§ **What to produce**:
Output the listing exactly, without its pictures.

§ **Data**:
# # # # #

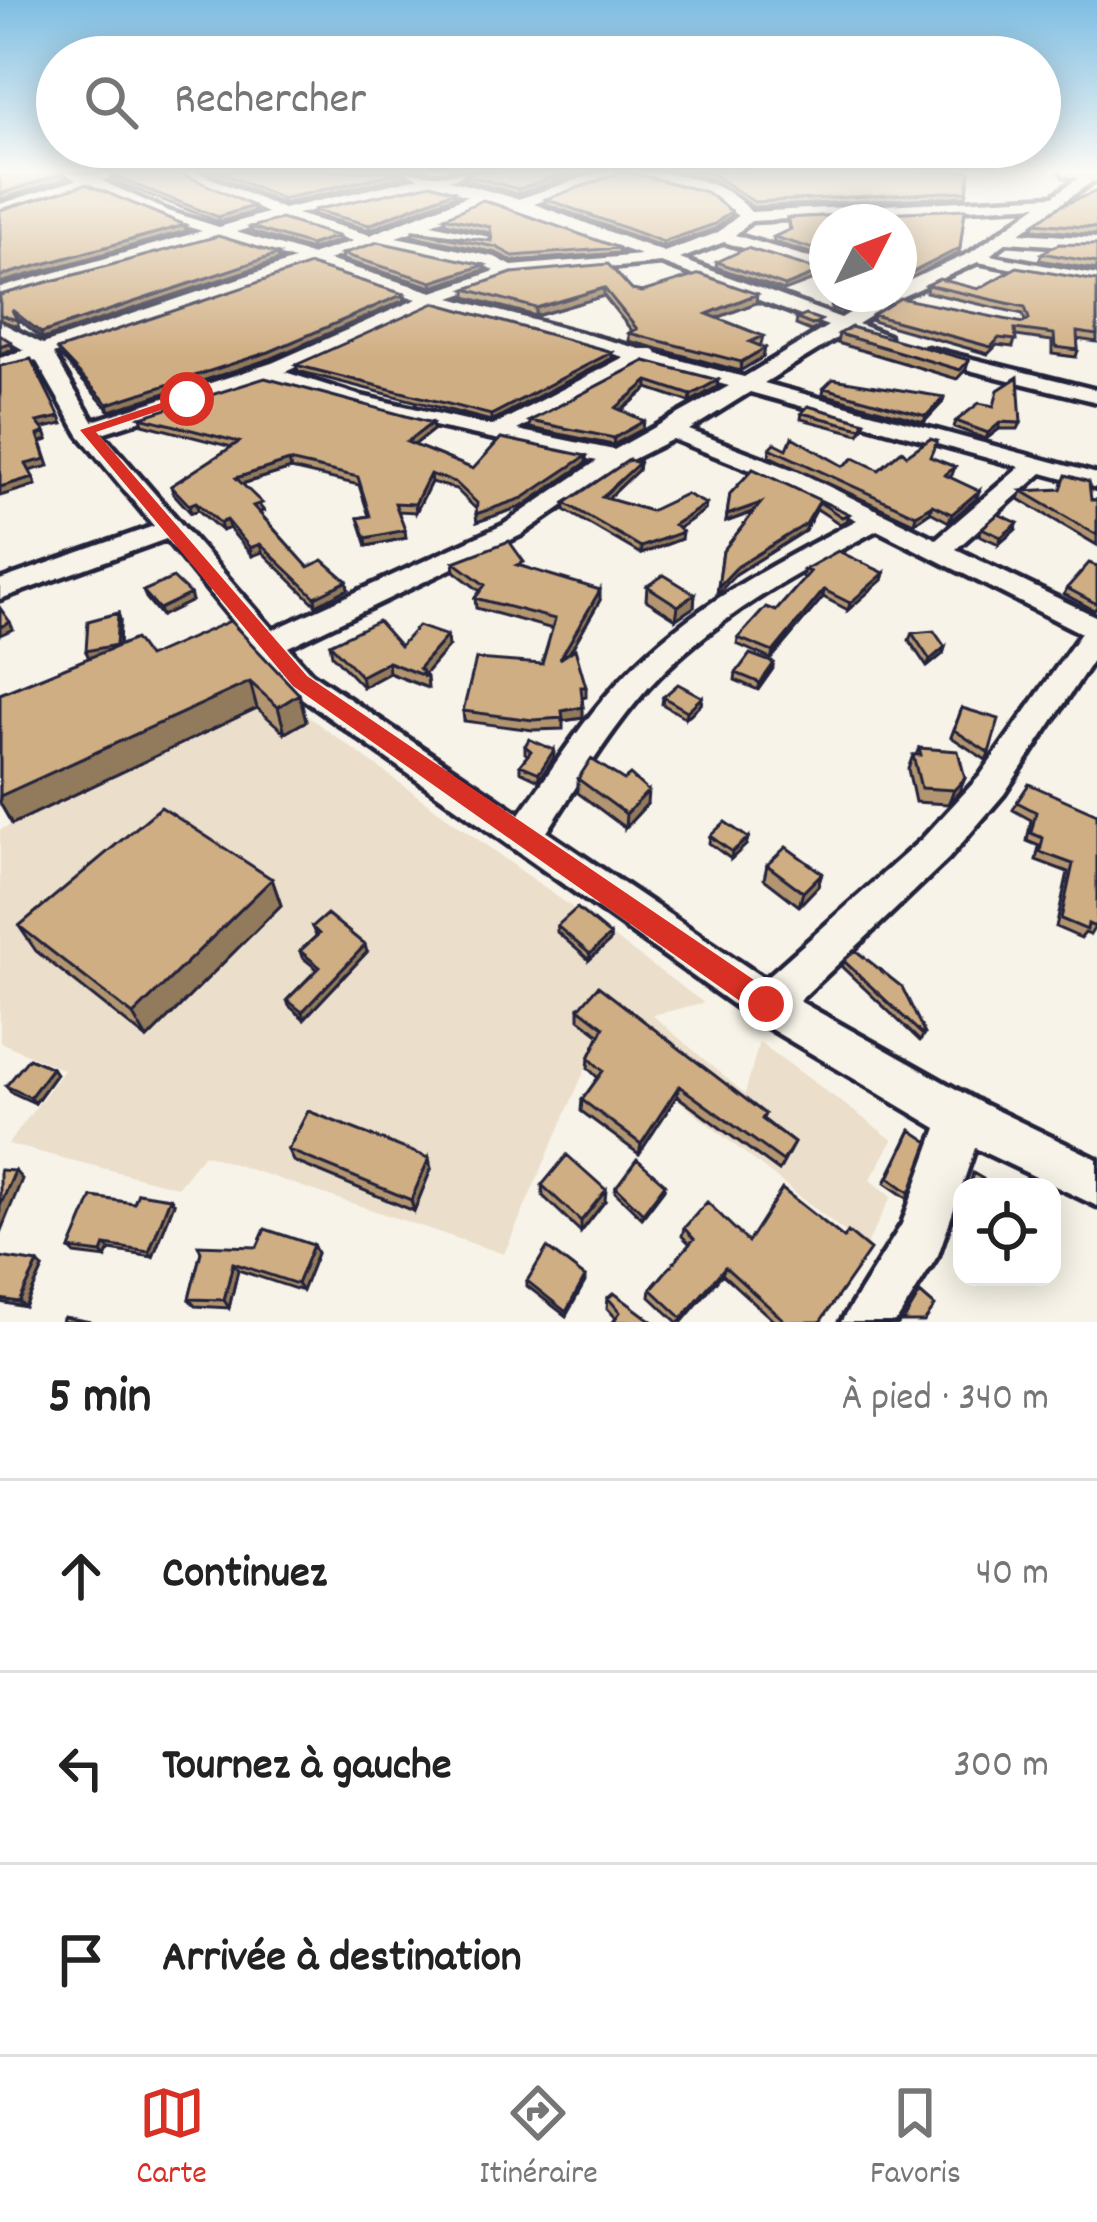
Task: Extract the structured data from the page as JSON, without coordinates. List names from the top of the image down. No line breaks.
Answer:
{"north":"top right","page":{"search":"Rechercher","heading":["5 min","À pied · 340 m"],"list":[["Continuez","40 m"],["Tournez à gauche","300 m"],"Arrivée à destination"],"nav":["Carte","Itinéraire","Favoris"]}}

# # # # #

§ **Finished exercise**:
Task: Extract the structured data from the page as JSON, without coordinates. List names from the top of the image down. No line breaks.
Answer:
{"north":"top right","page":{"search":"Rechercher","heading":["5 min","À pied · 340 m"],"list":[["Continuez","40 m"],["Tournez à gauche","300 m"],"Arrivée à destination"],"nav":["Carte","Itinéraire","Favoris"]}}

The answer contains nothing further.